** REQUIRED WORK **
Tell me how many lines of the entries below include the string "hidden", and give only the number.
DATA RECORDS: Begin
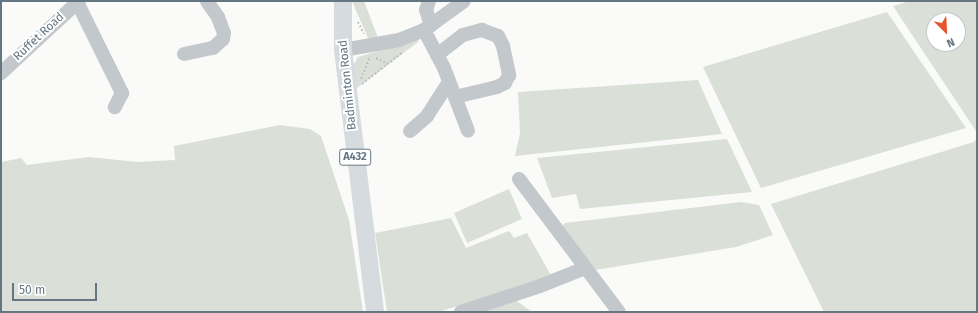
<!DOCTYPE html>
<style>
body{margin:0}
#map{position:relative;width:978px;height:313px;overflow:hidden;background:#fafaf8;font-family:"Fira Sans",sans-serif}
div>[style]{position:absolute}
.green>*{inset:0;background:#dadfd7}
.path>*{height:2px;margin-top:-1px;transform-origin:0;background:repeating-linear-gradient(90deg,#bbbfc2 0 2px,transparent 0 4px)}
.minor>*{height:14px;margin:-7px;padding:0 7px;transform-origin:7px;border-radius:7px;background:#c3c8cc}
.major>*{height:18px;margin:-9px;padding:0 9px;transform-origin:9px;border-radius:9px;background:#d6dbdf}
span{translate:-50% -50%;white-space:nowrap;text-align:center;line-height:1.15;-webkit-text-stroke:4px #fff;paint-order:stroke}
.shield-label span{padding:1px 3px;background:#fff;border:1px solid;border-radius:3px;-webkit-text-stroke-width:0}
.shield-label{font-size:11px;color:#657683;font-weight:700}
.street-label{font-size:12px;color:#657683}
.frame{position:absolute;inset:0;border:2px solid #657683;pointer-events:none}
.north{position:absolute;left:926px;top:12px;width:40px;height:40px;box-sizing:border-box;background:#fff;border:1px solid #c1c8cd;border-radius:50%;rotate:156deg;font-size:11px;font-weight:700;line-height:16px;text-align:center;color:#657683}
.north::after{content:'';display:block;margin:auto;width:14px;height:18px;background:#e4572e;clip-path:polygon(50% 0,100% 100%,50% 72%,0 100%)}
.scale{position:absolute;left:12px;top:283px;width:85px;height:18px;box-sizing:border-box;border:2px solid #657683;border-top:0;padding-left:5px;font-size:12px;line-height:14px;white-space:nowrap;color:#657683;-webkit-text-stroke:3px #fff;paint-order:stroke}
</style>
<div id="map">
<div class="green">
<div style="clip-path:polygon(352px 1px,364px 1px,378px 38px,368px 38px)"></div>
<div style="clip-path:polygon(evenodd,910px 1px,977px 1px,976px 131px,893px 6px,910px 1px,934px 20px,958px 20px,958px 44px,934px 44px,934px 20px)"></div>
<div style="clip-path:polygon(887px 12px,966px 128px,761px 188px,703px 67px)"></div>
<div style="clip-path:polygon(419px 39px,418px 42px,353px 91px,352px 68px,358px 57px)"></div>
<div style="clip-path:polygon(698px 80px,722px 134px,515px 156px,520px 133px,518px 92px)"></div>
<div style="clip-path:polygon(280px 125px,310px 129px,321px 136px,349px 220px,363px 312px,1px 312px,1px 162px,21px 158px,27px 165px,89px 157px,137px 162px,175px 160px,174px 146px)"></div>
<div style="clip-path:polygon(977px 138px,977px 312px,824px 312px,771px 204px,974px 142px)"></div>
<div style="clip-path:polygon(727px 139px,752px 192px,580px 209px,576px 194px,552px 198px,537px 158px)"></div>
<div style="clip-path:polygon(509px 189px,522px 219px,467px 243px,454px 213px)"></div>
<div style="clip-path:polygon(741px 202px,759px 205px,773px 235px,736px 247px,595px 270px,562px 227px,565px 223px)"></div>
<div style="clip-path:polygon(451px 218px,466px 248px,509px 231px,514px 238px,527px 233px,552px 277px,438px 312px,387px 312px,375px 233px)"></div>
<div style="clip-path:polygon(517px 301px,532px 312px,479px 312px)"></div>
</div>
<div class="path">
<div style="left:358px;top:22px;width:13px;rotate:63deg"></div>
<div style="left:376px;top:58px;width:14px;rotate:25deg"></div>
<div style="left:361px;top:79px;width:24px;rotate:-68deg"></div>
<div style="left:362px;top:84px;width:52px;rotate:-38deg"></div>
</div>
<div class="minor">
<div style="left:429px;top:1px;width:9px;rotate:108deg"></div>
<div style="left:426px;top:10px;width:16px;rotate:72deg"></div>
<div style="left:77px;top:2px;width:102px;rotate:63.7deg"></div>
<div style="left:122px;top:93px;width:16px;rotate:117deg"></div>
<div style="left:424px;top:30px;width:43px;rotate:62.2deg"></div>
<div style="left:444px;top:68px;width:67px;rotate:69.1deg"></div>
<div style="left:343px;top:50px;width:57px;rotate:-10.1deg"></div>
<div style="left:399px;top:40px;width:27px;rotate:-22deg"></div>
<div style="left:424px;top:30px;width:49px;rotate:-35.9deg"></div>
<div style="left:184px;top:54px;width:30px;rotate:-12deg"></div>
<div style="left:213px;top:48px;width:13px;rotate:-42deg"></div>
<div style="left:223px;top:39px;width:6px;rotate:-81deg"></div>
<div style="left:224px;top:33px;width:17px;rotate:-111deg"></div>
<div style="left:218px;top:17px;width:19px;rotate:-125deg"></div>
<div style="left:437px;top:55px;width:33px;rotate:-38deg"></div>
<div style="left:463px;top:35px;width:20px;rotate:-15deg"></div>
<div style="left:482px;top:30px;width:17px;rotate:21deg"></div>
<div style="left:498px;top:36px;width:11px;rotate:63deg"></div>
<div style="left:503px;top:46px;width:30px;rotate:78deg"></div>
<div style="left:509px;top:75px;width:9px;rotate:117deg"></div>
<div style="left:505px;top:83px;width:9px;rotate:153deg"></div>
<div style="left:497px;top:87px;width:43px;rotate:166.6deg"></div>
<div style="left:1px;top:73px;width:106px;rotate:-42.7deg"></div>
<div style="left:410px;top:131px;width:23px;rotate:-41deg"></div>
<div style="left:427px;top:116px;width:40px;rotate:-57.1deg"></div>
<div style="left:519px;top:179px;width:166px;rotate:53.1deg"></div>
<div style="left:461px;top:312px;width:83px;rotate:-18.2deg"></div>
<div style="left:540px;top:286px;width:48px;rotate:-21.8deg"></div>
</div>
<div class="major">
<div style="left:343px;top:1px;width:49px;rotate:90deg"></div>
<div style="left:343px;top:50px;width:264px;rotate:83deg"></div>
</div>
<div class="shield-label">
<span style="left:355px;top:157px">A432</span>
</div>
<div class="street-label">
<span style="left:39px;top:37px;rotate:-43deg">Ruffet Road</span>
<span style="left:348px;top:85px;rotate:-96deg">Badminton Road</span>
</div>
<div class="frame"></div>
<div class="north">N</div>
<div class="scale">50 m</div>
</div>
DATA RECORDS: End
DATA RECORDS: Begin
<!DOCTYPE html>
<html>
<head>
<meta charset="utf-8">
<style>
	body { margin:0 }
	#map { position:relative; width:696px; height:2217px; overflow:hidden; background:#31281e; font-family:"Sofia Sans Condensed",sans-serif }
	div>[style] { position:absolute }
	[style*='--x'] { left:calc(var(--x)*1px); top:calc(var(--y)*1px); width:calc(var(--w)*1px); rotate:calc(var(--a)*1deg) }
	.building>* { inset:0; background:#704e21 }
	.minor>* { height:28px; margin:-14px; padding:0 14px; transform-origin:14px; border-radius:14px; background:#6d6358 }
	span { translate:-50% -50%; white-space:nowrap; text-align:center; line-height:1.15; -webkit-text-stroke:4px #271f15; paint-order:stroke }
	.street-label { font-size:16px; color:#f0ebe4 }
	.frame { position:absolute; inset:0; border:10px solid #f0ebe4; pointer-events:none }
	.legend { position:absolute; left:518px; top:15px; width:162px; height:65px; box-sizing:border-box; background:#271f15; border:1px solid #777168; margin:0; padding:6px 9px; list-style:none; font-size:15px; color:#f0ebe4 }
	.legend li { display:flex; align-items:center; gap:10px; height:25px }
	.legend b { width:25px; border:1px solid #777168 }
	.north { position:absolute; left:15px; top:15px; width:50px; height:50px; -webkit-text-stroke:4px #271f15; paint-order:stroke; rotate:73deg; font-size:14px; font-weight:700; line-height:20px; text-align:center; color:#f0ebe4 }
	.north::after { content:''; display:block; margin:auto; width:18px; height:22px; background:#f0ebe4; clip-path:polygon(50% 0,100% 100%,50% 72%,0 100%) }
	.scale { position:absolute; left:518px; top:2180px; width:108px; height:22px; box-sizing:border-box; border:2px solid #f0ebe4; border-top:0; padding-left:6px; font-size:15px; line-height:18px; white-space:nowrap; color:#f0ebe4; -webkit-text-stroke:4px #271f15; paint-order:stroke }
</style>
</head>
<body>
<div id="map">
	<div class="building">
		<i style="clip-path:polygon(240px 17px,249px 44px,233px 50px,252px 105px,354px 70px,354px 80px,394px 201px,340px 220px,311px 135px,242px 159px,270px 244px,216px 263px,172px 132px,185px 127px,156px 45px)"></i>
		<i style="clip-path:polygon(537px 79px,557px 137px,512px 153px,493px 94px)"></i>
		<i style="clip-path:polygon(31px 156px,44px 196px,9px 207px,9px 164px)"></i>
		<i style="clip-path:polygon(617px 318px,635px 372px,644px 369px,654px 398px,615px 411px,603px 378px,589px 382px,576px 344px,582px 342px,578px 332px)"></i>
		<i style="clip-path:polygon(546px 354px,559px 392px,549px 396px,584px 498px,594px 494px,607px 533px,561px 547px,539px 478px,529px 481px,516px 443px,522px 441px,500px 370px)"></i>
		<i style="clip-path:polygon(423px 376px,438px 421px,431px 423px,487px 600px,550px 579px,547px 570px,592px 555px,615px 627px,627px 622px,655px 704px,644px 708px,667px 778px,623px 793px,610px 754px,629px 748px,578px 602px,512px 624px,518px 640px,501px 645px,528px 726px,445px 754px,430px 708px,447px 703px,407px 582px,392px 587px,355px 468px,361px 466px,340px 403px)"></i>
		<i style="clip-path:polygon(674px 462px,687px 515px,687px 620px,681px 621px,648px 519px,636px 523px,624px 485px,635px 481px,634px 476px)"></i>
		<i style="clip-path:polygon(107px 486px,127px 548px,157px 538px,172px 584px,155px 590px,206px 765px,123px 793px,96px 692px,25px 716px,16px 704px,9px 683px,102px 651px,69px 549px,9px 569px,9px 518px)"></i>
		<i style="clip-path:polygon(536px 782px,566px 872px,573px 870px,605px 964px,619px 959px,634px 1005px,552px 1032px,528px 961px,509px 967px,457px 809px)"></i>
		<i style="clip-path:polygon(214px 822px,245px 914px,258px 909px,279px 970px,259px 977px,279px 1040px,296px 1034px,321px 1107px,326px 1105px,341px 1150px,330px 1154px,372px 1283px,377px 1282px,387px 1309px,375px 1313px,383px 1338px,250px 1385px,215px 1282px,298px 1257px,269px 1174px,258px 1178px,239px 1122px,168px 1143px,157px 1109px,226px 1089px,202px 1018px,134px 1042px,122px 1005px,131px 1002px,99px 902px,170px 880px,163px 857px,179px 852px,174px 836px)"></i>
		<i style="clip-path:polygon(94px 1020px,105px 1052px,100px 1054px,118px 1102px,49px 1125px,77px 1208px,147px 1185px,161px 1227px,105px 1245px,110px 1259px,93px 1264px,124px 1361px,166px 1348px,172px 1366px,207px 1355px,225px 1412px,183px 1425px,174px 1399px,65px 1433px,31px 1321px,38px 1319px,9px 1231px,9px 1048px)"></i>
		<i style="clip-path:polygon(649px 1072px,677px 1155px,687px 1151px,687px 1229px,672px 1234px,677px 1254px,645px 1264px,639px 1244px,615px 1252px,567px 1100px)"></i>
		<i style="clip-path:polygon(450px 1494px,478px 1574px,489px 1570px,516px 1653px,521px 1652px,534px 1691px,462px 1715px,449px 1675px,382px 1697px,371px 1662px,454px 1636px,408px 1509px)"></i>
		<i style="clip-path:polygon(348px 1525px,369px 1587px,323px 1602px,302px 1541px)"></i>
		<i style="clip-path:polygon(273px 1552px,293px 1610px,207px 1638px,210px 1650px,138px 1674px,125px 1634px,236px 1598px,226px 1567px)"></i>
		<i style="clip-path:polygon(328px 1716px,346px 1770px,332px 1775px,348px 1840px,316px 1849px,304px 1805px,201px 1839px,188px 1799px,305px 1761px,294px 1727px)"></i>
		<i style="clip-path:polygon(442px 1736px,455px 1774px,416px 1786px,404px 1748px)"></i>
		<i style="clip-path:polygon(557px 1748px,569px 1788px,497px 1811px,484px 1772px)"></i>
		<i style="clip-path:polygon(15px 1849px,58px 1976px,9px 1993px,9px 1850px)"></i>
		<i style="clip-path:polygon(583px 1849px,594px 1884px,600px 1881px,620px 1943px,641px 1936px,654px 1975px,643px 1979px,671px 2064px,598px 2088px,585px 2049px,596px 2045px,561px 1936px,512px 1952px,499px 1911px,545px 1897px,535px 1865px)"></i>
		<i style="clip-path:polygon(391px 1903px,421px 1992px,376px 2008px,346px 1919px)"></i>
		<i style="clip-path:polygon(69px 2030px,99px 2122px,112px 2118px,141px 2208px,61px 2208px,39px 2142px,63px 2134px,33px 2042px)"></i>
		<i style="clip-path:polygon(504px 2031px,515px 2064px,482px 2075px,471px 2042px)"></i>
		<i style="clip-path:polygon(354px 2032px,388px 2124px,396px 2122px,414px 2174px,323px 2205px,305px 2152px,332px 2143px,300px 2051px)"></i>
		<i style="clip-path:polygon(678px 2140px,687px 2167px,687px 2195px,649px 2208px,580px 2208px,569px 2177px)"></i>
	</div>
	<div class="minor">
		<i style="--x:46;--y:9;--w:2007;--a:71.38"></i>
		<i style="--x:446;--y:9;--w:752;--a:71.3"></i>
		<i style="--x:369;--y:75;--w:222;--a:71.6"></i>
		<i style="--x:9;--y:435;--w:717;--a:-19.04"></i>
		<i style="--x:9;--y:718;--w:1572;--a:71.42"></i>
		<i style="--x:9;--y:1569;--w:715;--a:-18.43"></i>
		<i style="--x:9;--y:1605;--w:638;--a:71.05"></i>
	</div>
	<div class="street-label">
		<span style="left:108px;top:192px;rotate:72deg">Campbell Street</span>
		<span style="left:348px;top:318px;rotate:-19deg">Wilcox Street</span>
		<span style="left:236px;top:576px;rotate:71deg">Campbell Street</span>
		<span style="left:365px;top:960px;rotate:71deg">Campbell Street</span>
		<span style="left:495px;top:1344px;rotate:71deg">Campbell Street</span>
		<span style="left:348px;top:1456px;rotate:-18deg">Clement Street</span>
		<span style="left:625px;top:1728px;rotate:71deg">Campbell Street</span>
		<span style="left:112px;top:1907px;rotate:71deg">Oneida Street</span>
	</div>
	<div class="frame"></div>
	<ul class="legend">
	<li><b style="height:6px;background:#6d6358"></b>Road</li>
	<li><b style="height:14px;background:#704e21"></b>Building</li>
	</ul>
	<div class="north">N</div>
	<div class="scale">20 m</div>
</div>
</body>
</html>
DATA RECORDS: End
** OUTPUT FOR THIS EXERCISE **
2